:: BRIEF ::
All entries must be set down once more, precisely as given.

╭─ RECORDS SHOWN

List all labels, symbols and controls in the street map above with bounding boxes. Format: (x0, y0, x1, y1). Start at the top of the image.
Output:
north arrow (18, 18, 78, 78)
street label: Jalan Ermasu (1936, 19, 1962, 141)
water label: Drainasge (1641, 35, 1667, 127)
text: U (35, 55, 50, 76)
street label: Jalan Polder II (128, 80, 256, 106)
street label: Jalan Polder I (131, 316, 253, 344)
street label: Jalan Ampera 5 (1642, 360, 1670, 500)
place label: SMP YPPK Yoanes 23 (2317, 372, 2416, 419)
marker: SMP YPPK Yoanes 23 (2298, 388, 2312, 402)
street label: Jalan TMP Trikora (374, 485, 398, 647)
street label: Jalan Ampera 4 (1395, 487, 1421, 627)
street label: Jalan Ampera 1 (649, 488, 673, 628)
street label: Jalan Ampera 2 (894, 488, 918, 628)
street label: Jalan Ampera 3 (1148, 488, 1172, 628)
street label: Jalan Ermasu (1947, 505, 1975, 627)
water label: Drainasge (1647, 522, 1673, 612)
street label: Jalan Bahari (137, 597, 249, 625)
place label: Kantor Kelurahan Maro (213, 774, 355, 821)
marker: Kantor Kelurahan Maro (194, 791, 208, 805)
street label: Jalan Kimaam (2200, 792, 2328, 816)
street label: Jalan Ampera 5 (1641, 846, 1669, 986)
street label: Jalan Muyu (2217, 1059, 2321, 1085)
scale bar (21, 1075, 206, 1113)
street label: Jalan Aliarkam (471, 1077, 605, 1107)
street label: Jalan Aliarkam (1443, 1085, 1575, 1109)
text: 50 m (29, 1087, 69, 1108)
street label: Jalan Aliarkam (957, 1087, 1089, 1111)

╰─

:: WRITTEN SOLUTION ::
List all labels, symbols and controls in the street map above with bounding boxes. Format: (x0, y0, x1, y1). Start at the top of the image.
Output:
north arrow (18, 18, 78, 78)
street label: Jalan Ermasu (1936, 19, 1962, 141)
water label: Drainasge (1641, 35, 1667, 127)
text: U (35, 55, 50, 76)
street label: Jalan Polder II (128, 80, 256, 106)
street label: Jalan Polder I (131, 316, 253, 344)
street label: Jalan Ampera 5 (1642, 360, 1670, 500)
place label: SMP YPPK Yoanes 23 (2317, 372, 2416, 419)
marker: SMP YPPK Yoanes 23 (2298, 388, 2312, 402)
street label: Jalan TMP Trikora (374, 485, 398, 647)
street label: Jalan Ampera 4 (1395, 487, 1421, 627)
street label: Jalan Ampera 1 (649, 488, 673, 628)
street label: Jalan Ampera 2 (894, 488, 918, 628)
street label: Jalan Ampera 3 (1148, 488, 1172, 628)
street label: Jalan Ermasu (1947, 505, 1975, 627)
water label: Drainasge (1647, 522, 1673, 612)
street label: Jalan Bahari (137, 597, 249, 625)
place label: Kantor Kelurahan Maro (213, 774, 355, 821)
marker: Kantor Kelurahan Maro (194, 791, 208, 805)
street label: Jalan Kimaam (2200, 792, 2328, 816)
street label: Jalan Ampera 5 (1641, 846, 1669, 986)
street label: Jalan Muyu (2217, 1059, 2321, 1085)
scale bar (21, 1075, 206, 1113)
street label: Jalan Aliarkam (471, 1077, 605, 1107)
street label: Jalan Aliarkam (1443, 1085, 1575, 1109)
text: 50 m (29, 1087, 69, 1108)
street label: Jalan Aliarkam (957, 1087, 1089, 1111)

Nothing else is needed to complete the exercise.